**Brief**
Leave the images out, and otherwise write out each entry exactly.
***
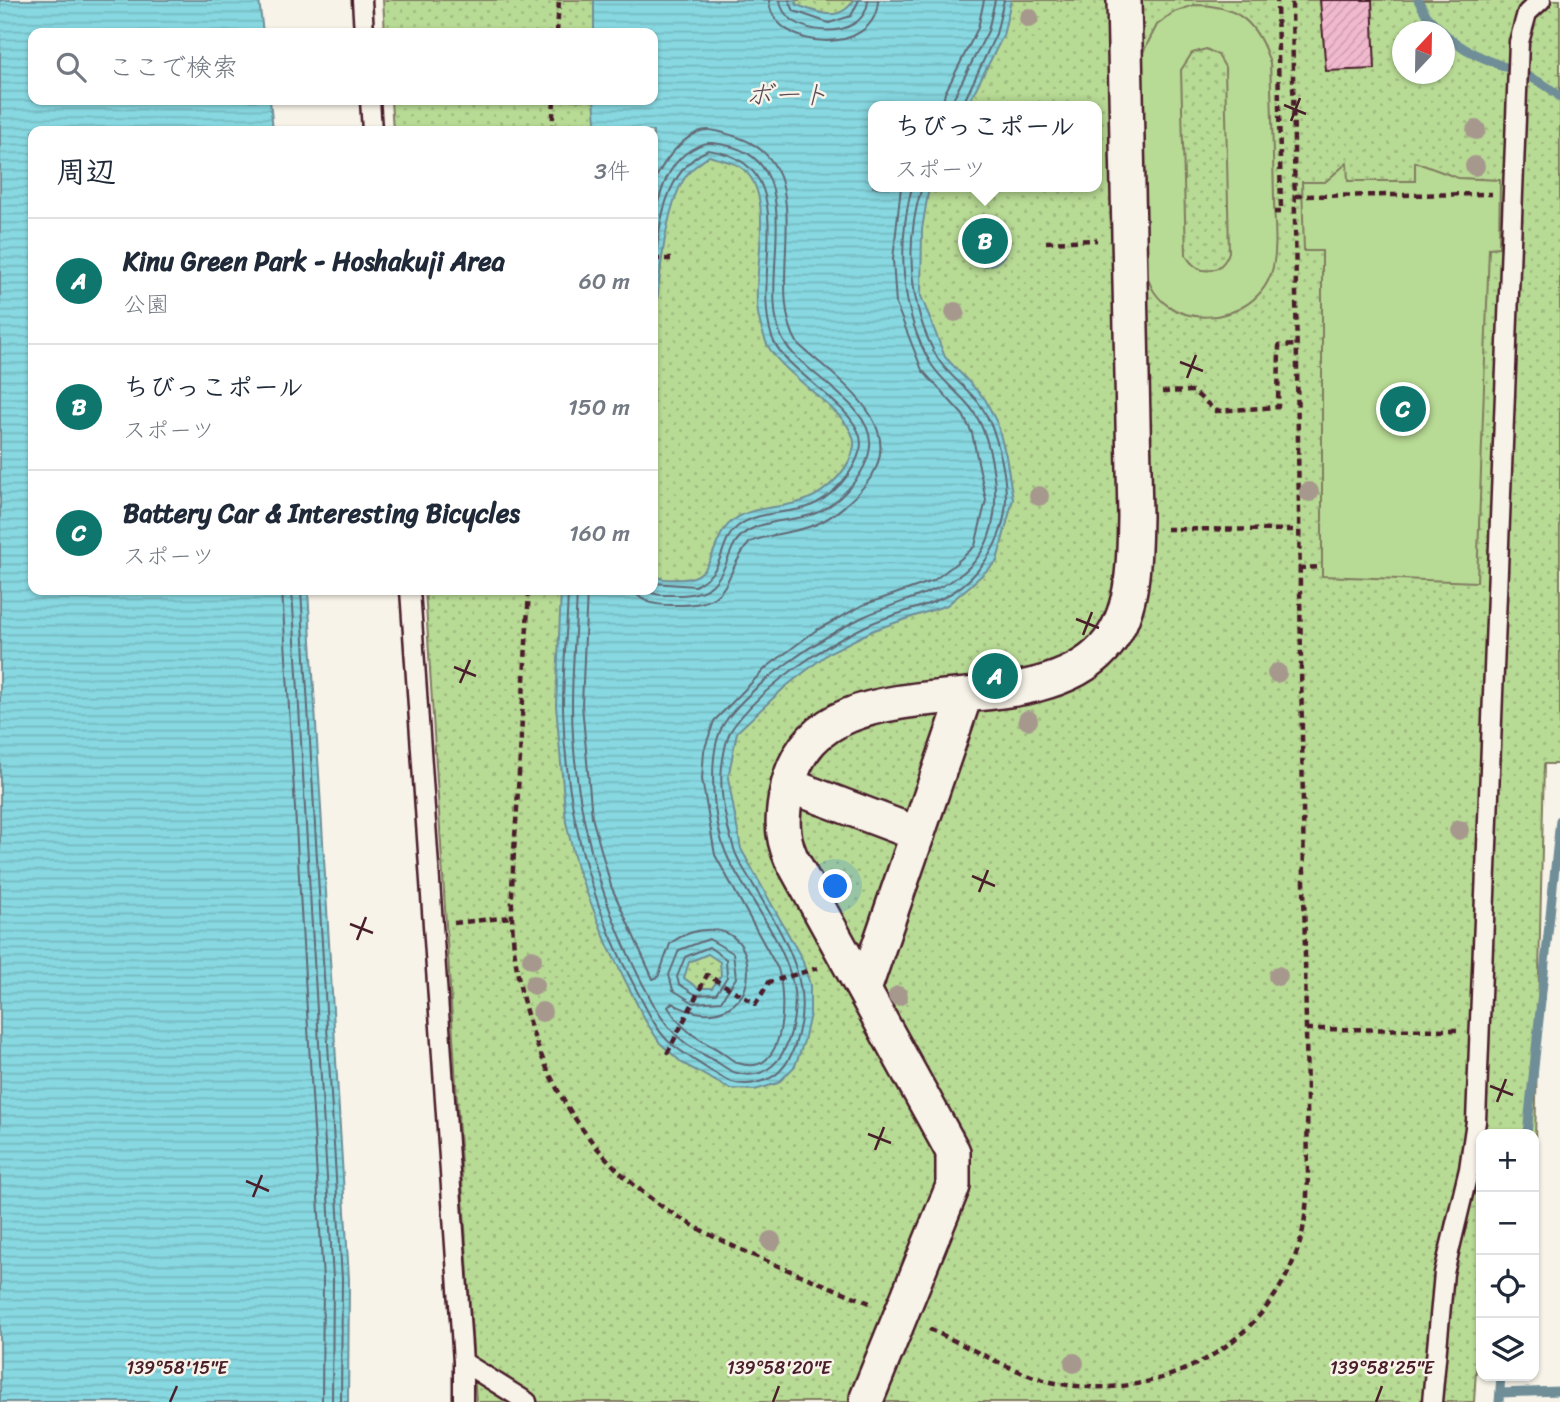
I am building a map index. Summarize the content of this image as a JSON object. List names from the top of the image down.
{
  "water": ["ボート"],
  "north": "top",
  "page": {
    "search": "ここで検索",
    "popup": ["ちびっこポール", "スポーツ"],
    "heading": ["周辺", "3件"],
    "pins": ["B", "C", "A"],
    "list": [
      {
        "mark": "A",
        "name": "Kinu Green Park - Hoshakuji Area",
        "note": "公園",
        "value": "60 m"
      },
      {
        "mark": "B",
        "name": "ちびっこポール",
        "note": "スポーツ",
        "value": "150 m"
      },
      {
        "mark": "C",
        "name": "Battery Car & Interesting Bicycles",
        "note": "スポーツ",
        "value": "160 m"
      }
    ],
    "map_buttons": ["+", "−"]
  },
  "coordinates": ["139°58'15\"E", "139°58'20\"E", "139°58'25\"E"]
}
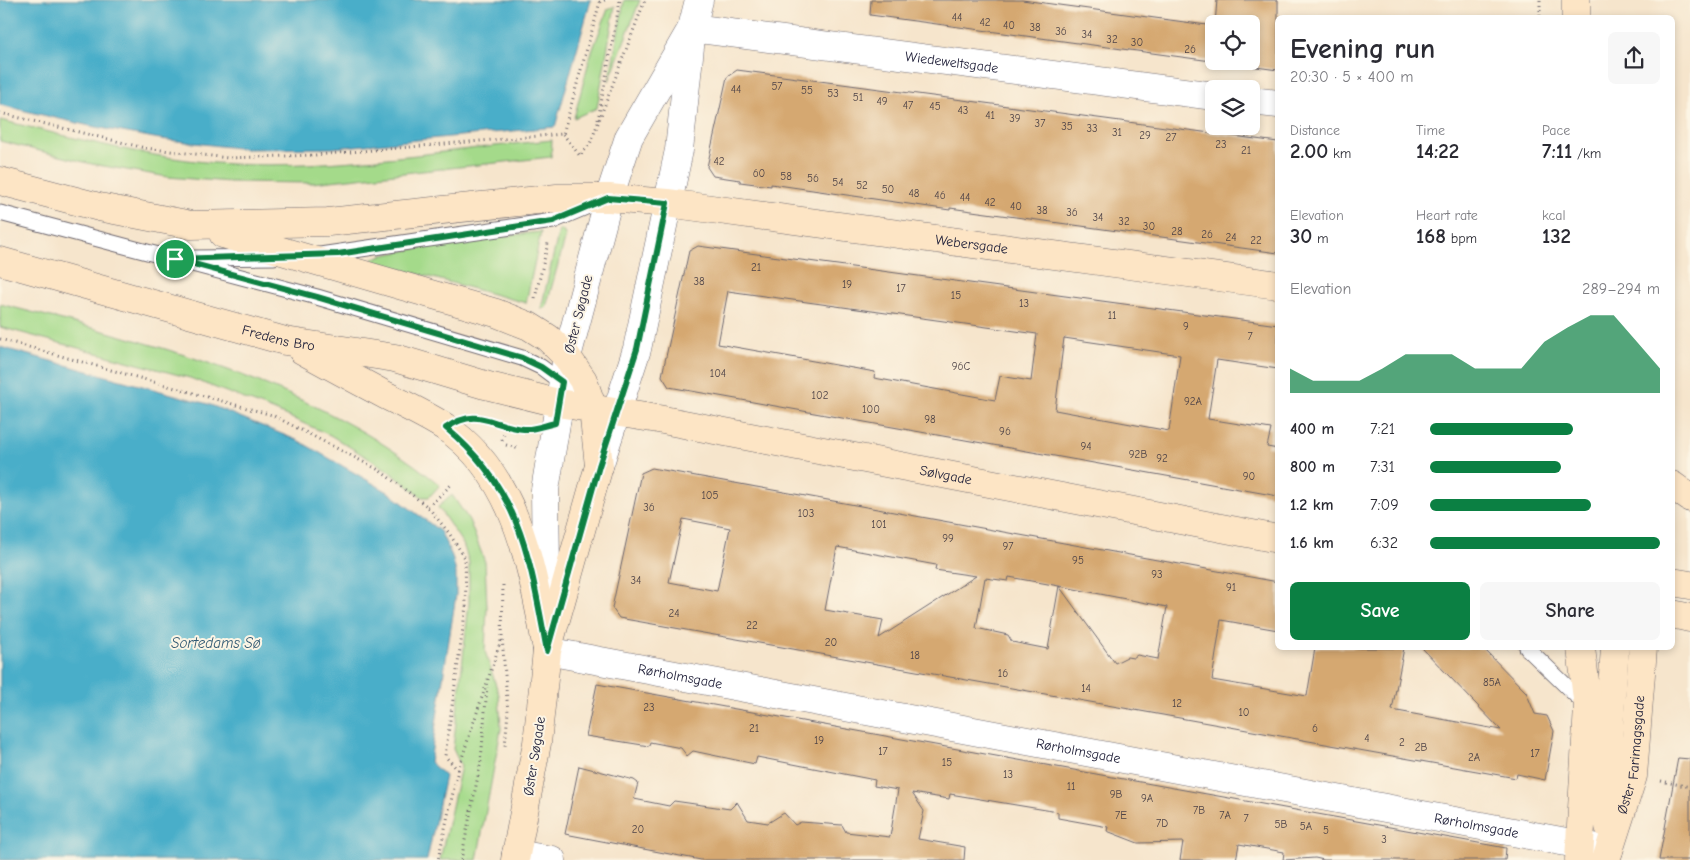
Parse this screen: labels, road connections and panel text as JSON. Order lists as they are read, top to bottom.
{
  "streets": {
    "street": [
      "Wiedeweltsgade",
      "Webersgade",
      "Øster Søgade",
      "Fredens Bro",
      "Sølvgade",
      "Rørholmsgade",
      "Øster Farimagsgade"
    ]
  },
  "crossings": [
    ["Wiedeweltsgade", "Øster Søgade"],
    ["Webersgade", "Øster Søgade"],
    ["Øster Søgade", "Fredens Bro"],
    ["Øster Søgade", "Sølvgade"],
    ["Øster Søgade", "Rørholmsgade"],
    ["Fredens Bro", "Sølvgade"],
    ["Rørholmsgade", "Øster Farimagsgade"]
  ],
  "water": ["Sortedams Sø"],
  "house_numbers": [
    "44",
    "42",
    "40",
    "38",
    "36",
    "34",
    "32",
    "30",
    "26",
    "57",
    "44",
    "55",
    "53",
    "51",
    "49",
    "47",
    "45",
    "43",
    "41",
    "39",
    "37",
    "35",
    "33",
    "31",
    "29",
    "27",
    "23",
    "21",
    "42",
    "60",
    "58",
    "56",
    "54",
    "52",
    "50",
    "48",
    "46",
    "44",
    "42",
    "40",
    "38",
    "36",
    "34",
    "32",
    "30",
    "28",
    "26",
    "24",
    "22",
    "21",
    "38",
    "19",
    "17",
    "15",
    "13",
    "11",
    "9",
    "7",
    "96C",
    "104",
    "102",
    "92A",
    "100",
    "98",
    "96",
    "94",
    "92B",
    "92",
    "90",
    "105",
    "36",
    "103",
    "101",
    "99",
    "97",
    "95",
    "93",
    "34",
    "91",
    "24",
    "22",
    "20",
    "18",
    "16",
    "85A",
    "14",
    "12",
    "23",
    "10",
    "21",
    "6",
    "4",
    "19",
    "2",
    "2B",
    "17",
    "17",
    "2A",
    "15",
    "13",
    "11",
    "9B",
    "9A",
    "7B",
    "7E",
    "7A",
    "7",
    "7D",
    "5B",
    "5A",
    "20",
    "5",
    "3"
  ],
  "page": {
    "heading": ["Evening run", "20:30 · 5 × 400 m"],
    "stats": [
      ["Distance", "2.00 km"],
      ["Time", "14:22"],
      ["Pace", "7:11 /km"],
      ["Elevation", "30 m"],
      ["Heart rate", "168 bpm"],
      ["kcal", "132"]
    ],
    "chart": ["Elevation", "289–294 m"],
    "list": [
      {
        "name": "400 m",
        "note": "7:21"
      },
      {
        "name": "800 m",
        "note": "7:31"
      },
      {
        "name": "1.2 km",
        "note": "7:09"
      },
      {
        "name": "1.6 km",
        "note": "6:32"
      }
    ],
    "buttons": ["Save", "Share"]
  }
}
***
**Your response**
I am building a map index. Summarize the content of this image as a JSON object. List names from the top of the image down.
{
  "water": ["ボート"],
  "north": "top",
  "page": {
    "search": "ここで検索",
    "popup": ["ちびっこポール", "スポーツ"],
    "heading": ["周辺", "3件"],
    "pins": ["B", "C", "A"],
    "list": [
      {
        "mark": "A",
        "name": "Kinu Green Park - Hoshakuji Area",
        "note": "公園",
        "value": "60 m"
      },
      {
        "mark": "B",
        "name": "ちびっこポール",
        "note": "スポーツ",
        "value": "150 m"
      },
      {
        "mark": "C",
        "name": "Battery Car & Interesting Bicycles",
        "note": "スポーツ",
        "value": "160 m"
      }
    ],
    "map_buttons": ["+", "−"]
  },
  "coordinates": ["139°58'15\"E", "139°58'20\"E", "139°58'25\"E"]
}
Parse this screen: labels, road connections and panel text as JSON. Order lists as they are read, top to bottom.
{
  "streets": {
    "street": [
      "Wiedeweltsgade",
      "Webersgade",
      "Øster Søgade",
      "Fredens Bro",
      "Sølvgade",
      "Rørholmsgade",
      "Øster Farimagsgade"
    ]
  },
  "crossings": [
    ["Wiedeweltsgade", "Øster Søgade"],
    ["Webersgade", "Øster Søgade"],
    ["Øster Søgade", "Fredens Bro"],
    ["Øster Søgade", "Sølvgade"],
    ["Øster Søgade", "Rørholmsgade"],
    ["Fredens Bro", "Sølvgade"],
    ["Rørholmsgade", "Øster Farimagsgade"]
  ],
  "water": ["Sortedams Sø"],
  "house_numbers": [
    "44",
    "42",
    "40",
    "38",
    "36",
    "34",
    "32",
    "30",
    "26",
    "57",
    "44",
    "55",
    "53",
    "51",
    "49",
    "47",
    "45",
    "43",
    "41",
    "39",
    "37",
    "35",
    "33",
    "31",
    "29",
    "27",
    "23",
    "21",
    "42",
    "60",
    "58",
    "56",
    "54",
    "52",
    "50",
    "48",
    "46",
    "44",
    "42",
    "40",
    "38",
    "36",
    "34",
    "32",
    "30",
    "28",
    "26",
    "24",
    "22",
    "21",
    "38",
    "19",
    "17",
    "15",
    "13",
    "11",
    "9",
    "7",
    "96C",
    "104",
    "102",
    "92A",
    "100",
    "98",
    "96",
    "94",
    "92B",
    "92",
    "90",
    "105",
    "36",
    "103",
    "101",
    "99",
    "97",
    "95",
    "93",
    "34",
    "91",
    "24",
    "22",
    "20",
    "18",
    "16",
    "85A",
    "14",
    "12",
    "23",
    "10",
    "21",
    "6",
    "4",
    "19",
    "2",
    "2B",
    "17",
    "17",
    "2A",
    "15",
    "13",
    "11",
    "9B",
    "9A",
    "7B",
    "7E",
    "7A",
    "7",
    "7D",
    "5B",
    "5A",
    "20",
    "5",
    "3"
  ],
  "page": {
    "heading": ["Evening run", "20:30 · 5 × 400 m"],
    "stats": [
      ["Distance", "2.00 km"],
      ["Time", "14:22"],
      ["Pace", "7:11 /km"],
      ["Elevation", "30 m"],
      ["Heart rate", "168 bpm"],
      ["kcal", "132"]
    ],
    "chart": ["Elevation", "289–294 m"],
    "list": [
      {
        "name": "400 m",
        "note": "7:21"
      },
      {
        "name": "800 m",
        "note": "7:31"
      },
      {
        "name": "1.2 km",
        "note": "7:09"
      },
      {
        "name": "1.6 km",
        "note": "6:32"
      }
    ],
    "buttons": ["Save", "Share"]
  }
}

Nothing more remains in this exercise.